Aside from the human pain of thousands of people losing their jobs in the newspaper industry as it slow-motion implodes before our eyes, there are the very real implications for our society and the milestone this represents for our post-development culture. Regarding the former, we have to ask the question, “Who will be watching those in power since the newspapers won’t be around to do so?” “The TV news” is not a viable answer. For the latter, we must ponder the ramifications and implications in this fundamental shift in how people acquire, view and consume information says much about our state of development.
I write about these issues today because a monumental thing happened this last weekend. For the first time since I’ve been traveling to or living in this area, the major metro daily, the San Diego Union Tribune (UT), has been overshadowed by the “local” newspaper, The North County Times (NCT). While the NCT’s ad space is down, it still looks like a phone book compared to the UT. While the UT has a token one page business section, the NCT, which has never been a major source for business news, still boasts a few pages. Even in national and international coverage, the NCT makes good use of Associated Press and other news wire stories, and now carries more volume of that news than the UT. And, of course, the local coverage: community events, high school sports, etc., the very core of what makes a local paper “local,” still fills the NCT.

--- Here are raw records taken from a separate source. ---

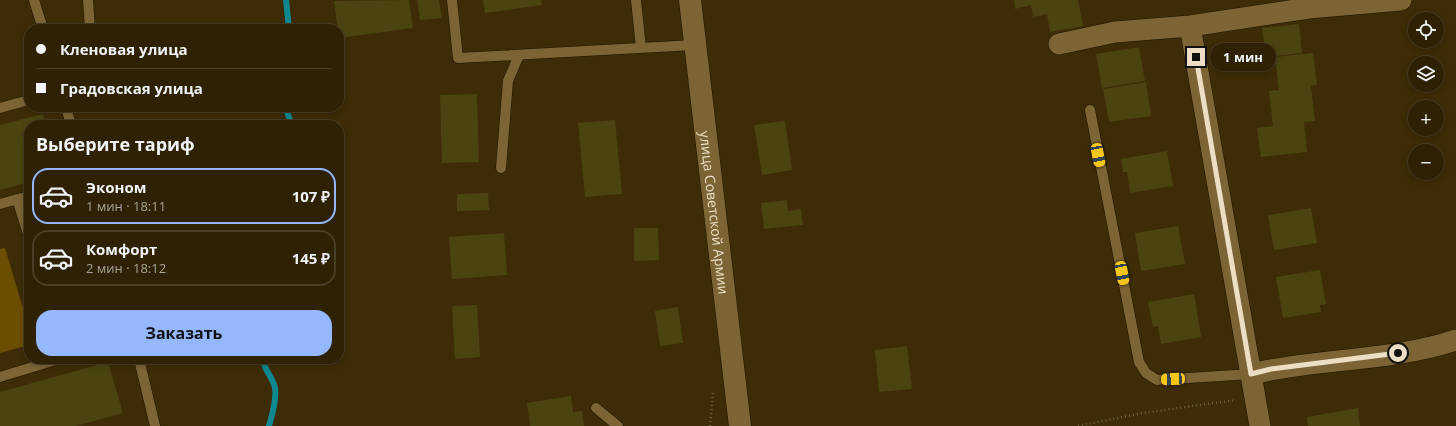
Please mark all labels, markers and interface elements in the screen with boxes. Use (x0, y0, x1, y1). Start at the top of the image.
map controls (1408, 12, 1444, 180)
button: locate (1408, 12, 1444, 48)
text: Кленовая улица (60, 39, 188, 59)
callout: 1 мин (1210, 43, 1276, 71)
route end (1187, 48, 1205, 66)
text: 1 мин (1223, 48, 1263, 66)
button: layers (1408, 56, 1444, 92)
text: Градовская улица (60, 78, 203, 98)
button: + (1408, 100, 1444, 136)
street label: улица Советской Армии (696, 130, 734, 295)
text: Выберите тариф (36, 132, 195, 156)
car (1090, 142, 1106, 168)
button: − (1408, 144, 1444, 180)
text: Эконом (86, 177, 146, 197)
icon: car (38, 178, 74, 214)
text: 107 ₽ (292, 186, 330, 206)
text: 1 мин · 18:11 (86, 197, 166, 215)
text: Комфорт (86, 239, 157, 259)
icon: car (38, 240, 74, 276)
text: 145 ₽ (292, 248, 330, 268)
text: 2 мин · 18:12 (86, 259, 166, 277)
car (1114, 260, 1130, 286)
button: Заказать (36, 310, 332, 356)
route start (1389, 344, 1407, 362)
car (1161, 372, 1185, 386)

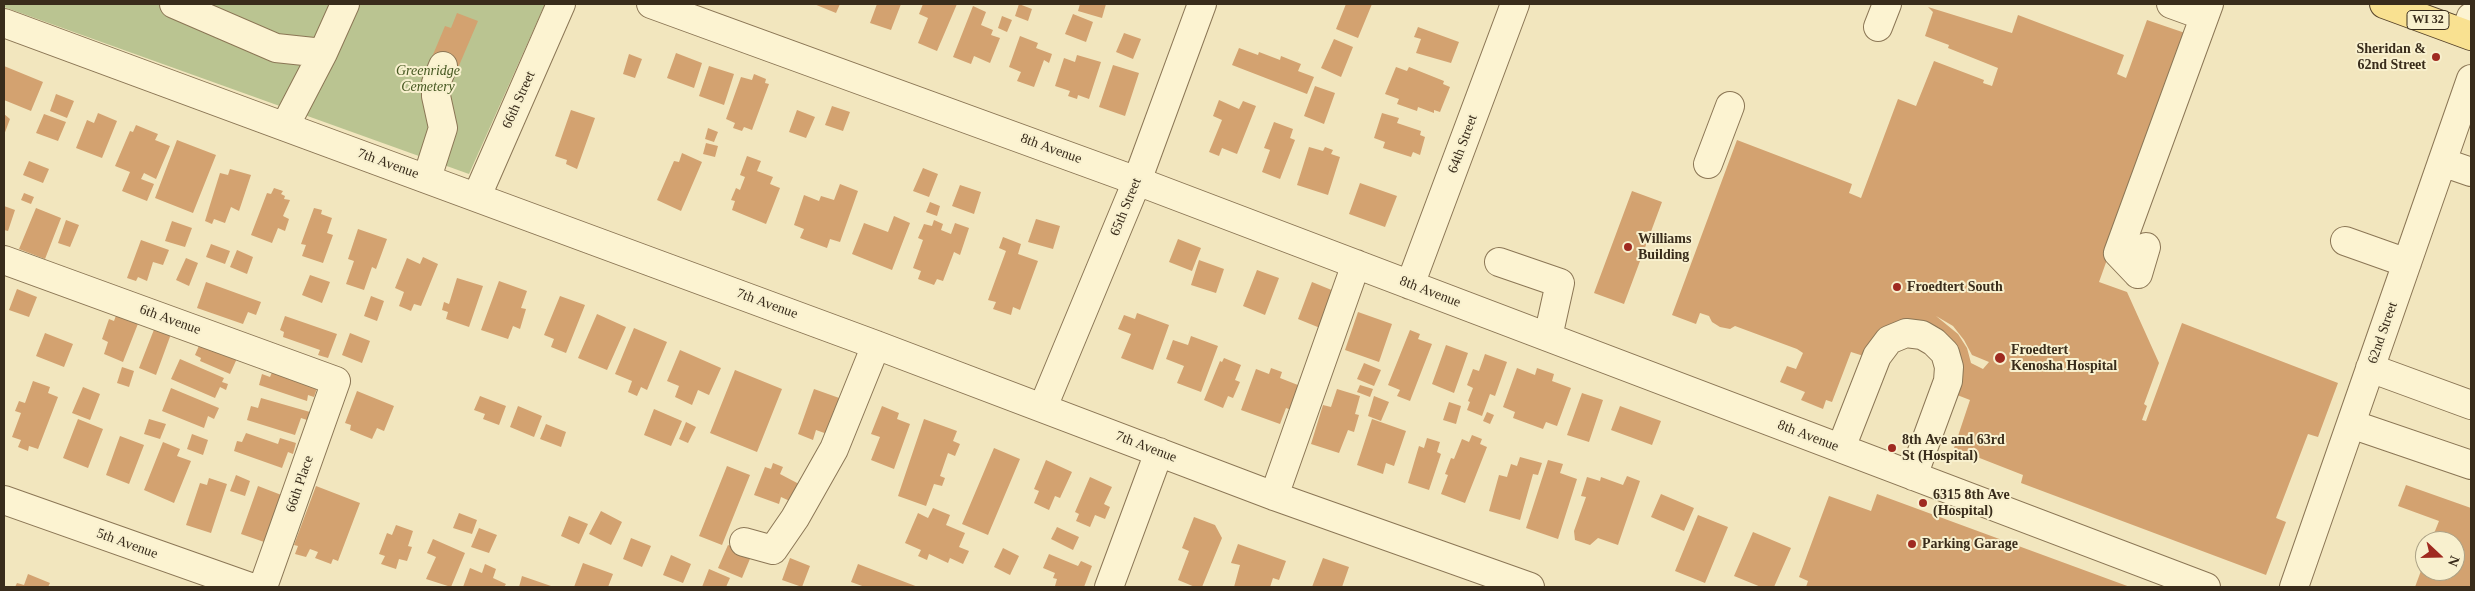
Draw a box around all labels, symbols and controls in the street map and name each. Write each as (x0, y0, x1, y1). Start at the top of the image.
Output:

And that’s the real story, the lead, the headline. The fundamental unit of news, like politics, is local. Businesses – meaning print publications, online and handheld device information distribution companies and organizations – that provide local news will remain viable, no matter what. Local people will always want to learn about local events and issues affecting them personally. The level of detail required to fully understand what the city is doing about the landslide, the state is doing about unemployment checks or the yards gained by the local high school’s star halfback is fundamentally beyond what a 30 minute television newscast can present.

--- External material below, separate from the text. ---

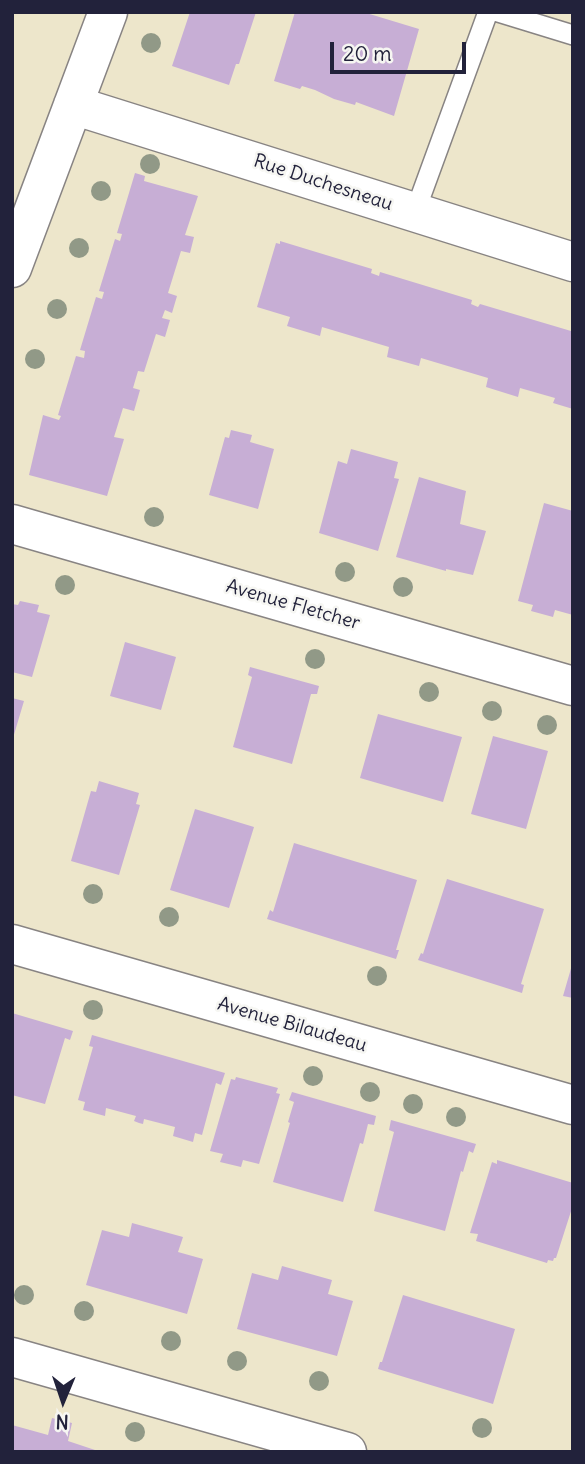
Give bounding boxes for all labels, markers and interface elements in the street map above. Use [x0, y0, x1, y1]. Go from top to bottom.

An easy way to think about it is school level information. Communities cluster and aggregate around children and their schools. The largest aggregation is the high school.
Thus, in the new world that lies beyond this milestone on the path of development, the lowest common denominator, the smallest (and perhaps largest) viable unit of news providing organization is at the high school level. If you can deliver news about what is happening at the high school level, then you have a viable news gathering and distribution organization. News and information at that level demand accuracy and relevance. If you don’t know what you are writing or talking about at the high school level, you are quickly and completely discredited. That size of aggregation, that scope of geography, that level of social issues and that granularity of information is now the reality barrier, the truth limit for news and information in our society.

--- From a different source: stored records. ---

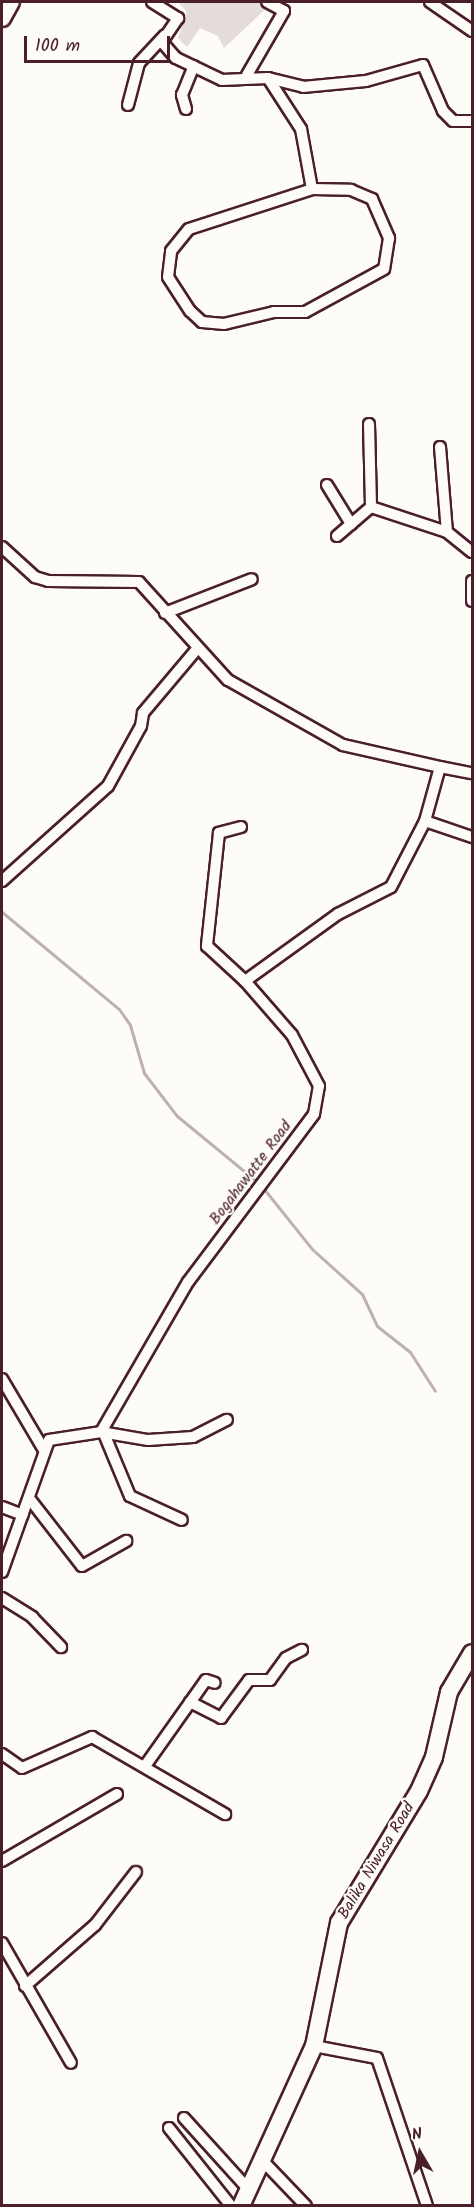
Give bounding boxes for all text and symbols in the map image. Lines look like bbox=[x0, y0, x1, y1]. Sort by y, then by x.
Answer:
scale bar bbox=[27, 24, 172, 62]
text: 100 m bbox=[35, 32, 80, 61]
street label: Bogahawatte Road bbox=[206, 1117, 296, 1229]
street label: Balika Niwasa Road bbox=[335, 1799, 419, 1923]
text: N bbox=[410, 2122, 424, 2148]
north arrow bbox=[390, 2123, 450, 2183]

Beyond that scale, above that level, news and information become diluted, colored, tainted, skewed, distorted and irretrievably altered by the bombast=credibility blogosphere and the various agendas of those who control state, regional, national and international media. Unfortunately, in this new era where more people have more access to more information more quickly than at any other time in our species’ history, you really can’t believe anything beyond the weather, the sports scores and high school granularity level news.
The downside is that unless you see it with your own eyes, you have no reliable, fact-based information as to what is happening at any level above what you are likely to personally witness, e.g., a local theatrical production, a city council meeting or a junior high swimming meet. The upside is that the entrepreneurs who realize that an entirely new universe of news and information consolidation, or “roll-up” awaits have an entirely new market opportunity with completely different bounds, rules and limits than their predecessors.
The King is dead. Long live the King.